In the exponential GCM, FAR to prototype lures may exceedHR only in cases where there is i) high sensory noise, ii) multiple feature dimensions relevant to the judgment(s), and iii) more than two study items (training exemplars; see, e.g., Fig. 2B in Zaki & Nosofsky, 2001). All three conditions must hold. Further, Nosofsky (1985a) has argued that when confusable stimuli are used and sensitivity is in fact low, a Gaussian similarity gradient provides a more accurate description of generalization performance (see also Nosofsky, 1985b, 1986b). As a Gaussian gradient is capable of producing FAR > HR even in the two-item, one-dimensional case, it is of particular interest in explaining prototype effects in VSTM. I will return to this point later.
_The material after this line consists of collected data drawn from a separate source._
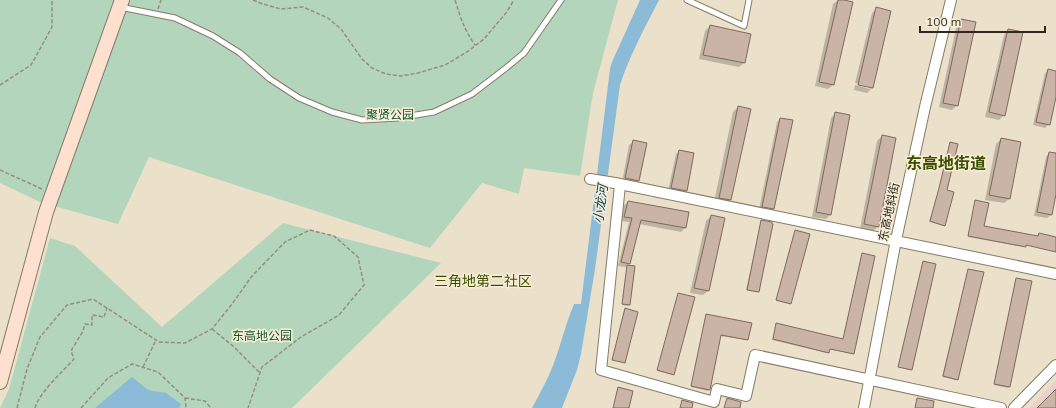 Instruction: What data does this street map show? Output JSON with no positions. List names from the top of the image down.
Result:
{
  "streets": {
    "street": ["东高地斜街"]
  },
  "districts": ["东高地街道", "三角地第二社区"],
  "water": ["小龙河"],
  "parks": ["聚贤公园", "东高地公园"],
  "scale_bar": "100 m"
} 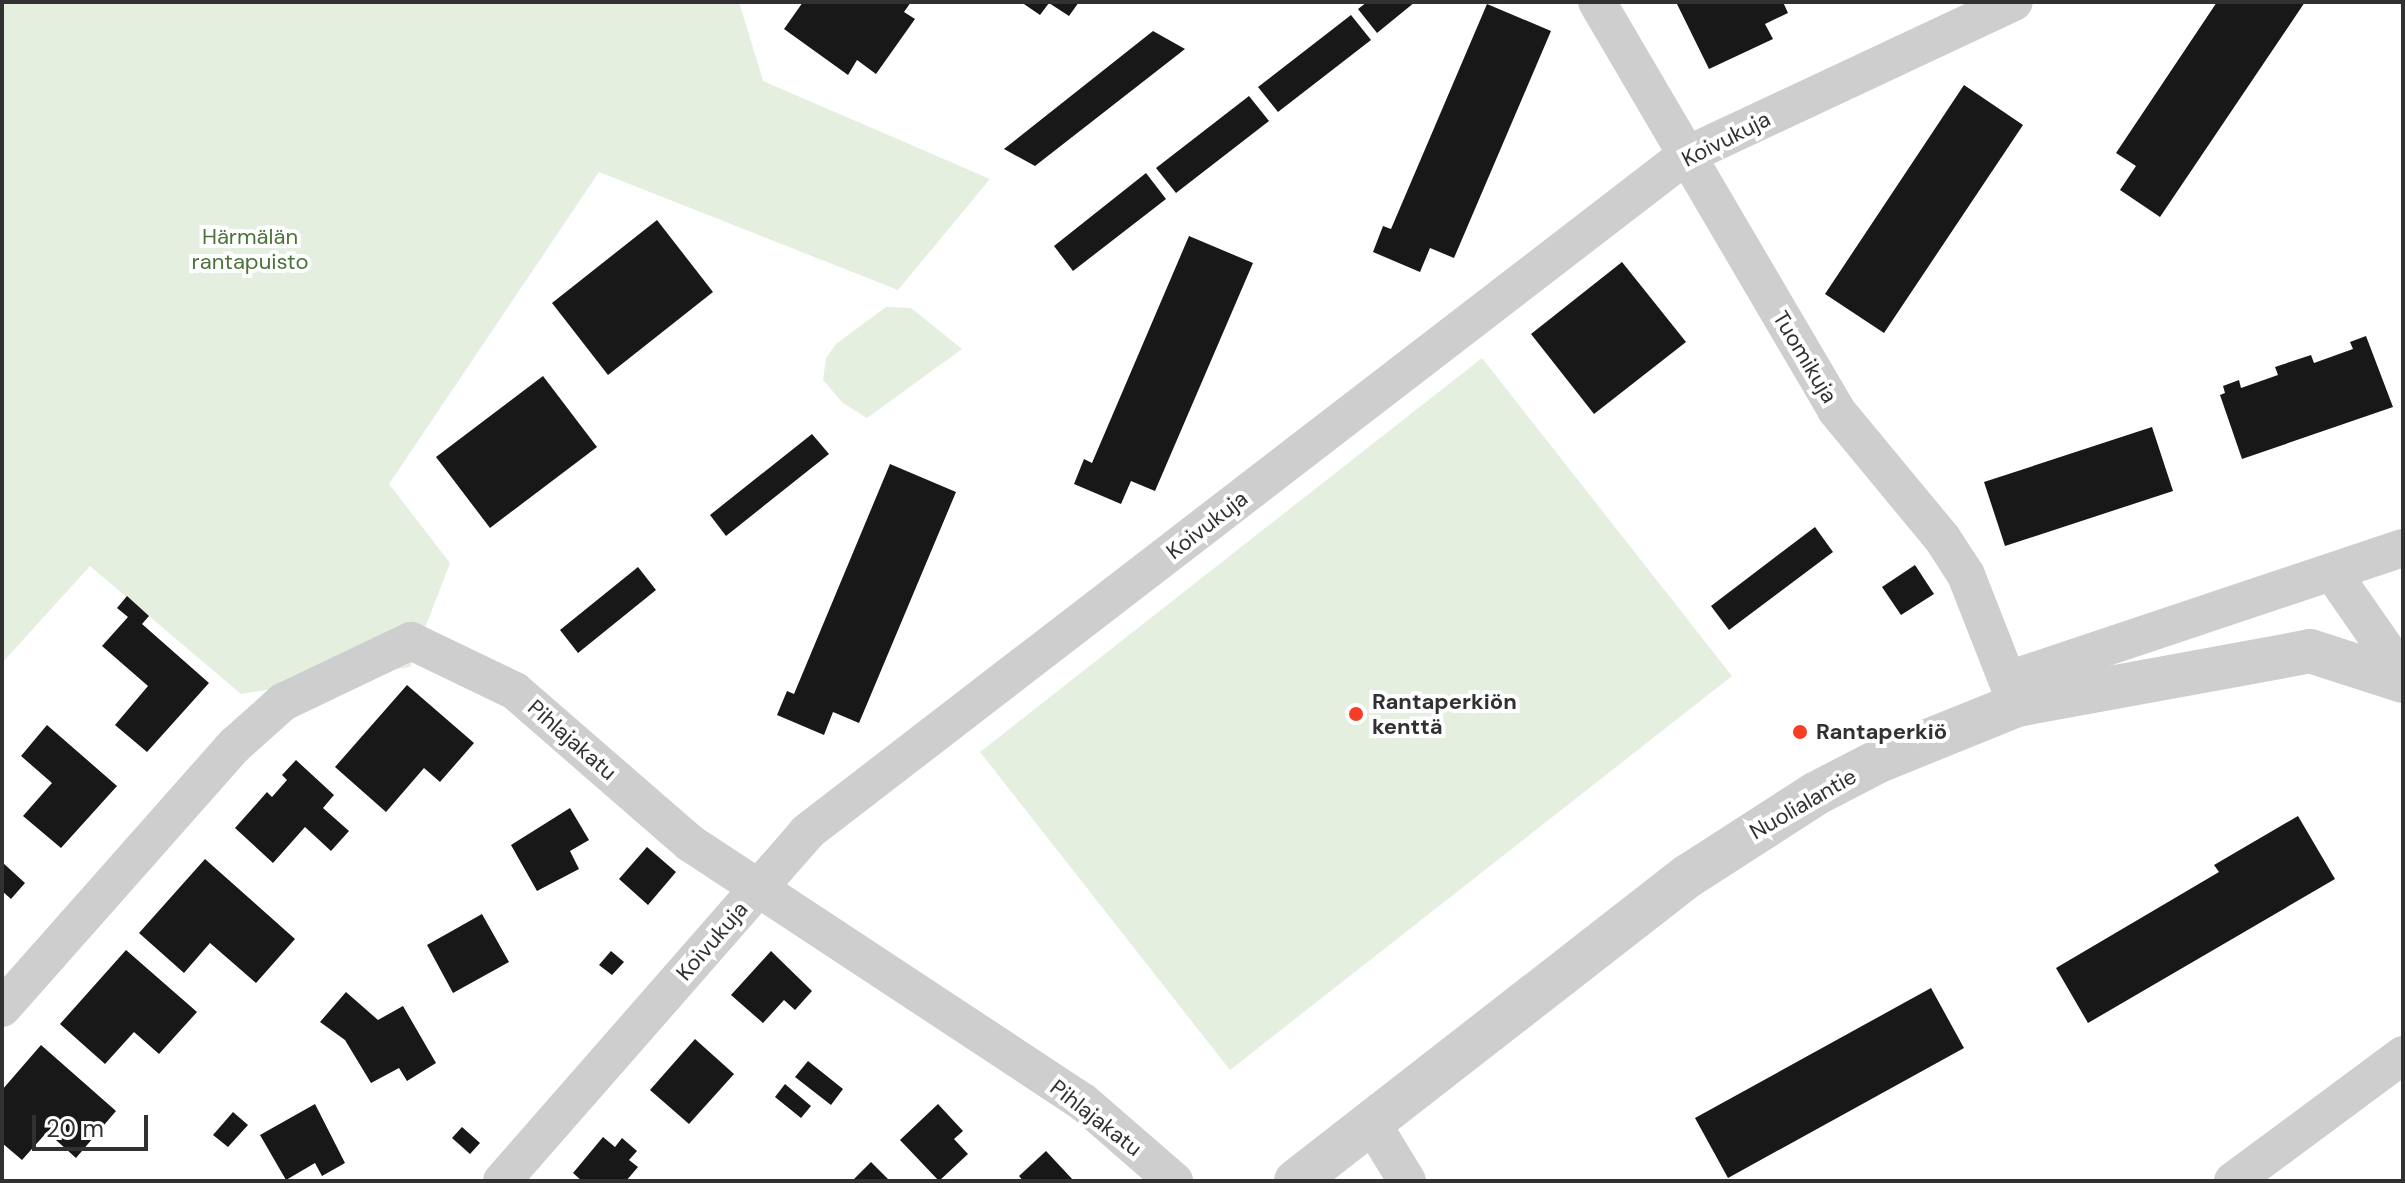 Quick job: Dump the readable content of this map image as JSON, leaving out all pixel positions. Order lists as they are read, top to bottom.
{
  "streets": {
    "street": [
      "Koivukuja",
      "Tuomikuja",
      "Pihlajakatu",
      "Nuolialantie"
    ]
  },
  "crossings": [
    ["Koivukuja", "Tuomikuja"],
    ["Koivukuja", "Pihlajakatu"],
    ["Tuomikuja", "Nuolialantie"]
  ],
  "parks": ["Härmälän rantapuisto"],
  "places": ["Rantaperkiön kenttä", "Rantaperkiö"],
  "scale_bar": "20 m"
}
Next, I develop an alternative VSTM scanning account that incorporates some of the central tendency representation ideas discussed in the VSTM literature. Simulations with the model show a prototype enhancement for a one-dimensional, two-item task (in this case, a Sternberg task similar to the ones to which EBRW was applied). The increase in FAR is predicted, under certain experimental conditions, to not only meet but exceed HR. Following the simulation, I test this prediction using unpublished data (Huang & Sekuler, unpublished manuscript). Included are comparisons of the central tendency representation model, the exponential GCM (which cannot predict FAR > HR in this one-dimensional, two-item case), and the Gaussian GCM (which can) in fits to the unpublished data as well as to published data from Kahana et al., (2007).

Compression model

To illustrate how memory representations of central tendency statistics (including homogeneity) could be incorporated into a matching model, consider a model of performance in the Sternberg recognition task with two study items (as in Dubé et al., 2014), in which only two matches directly factor into memory evidence: The match between the probe and the best matching item in memory, and the match between the probe and the average stored in memory.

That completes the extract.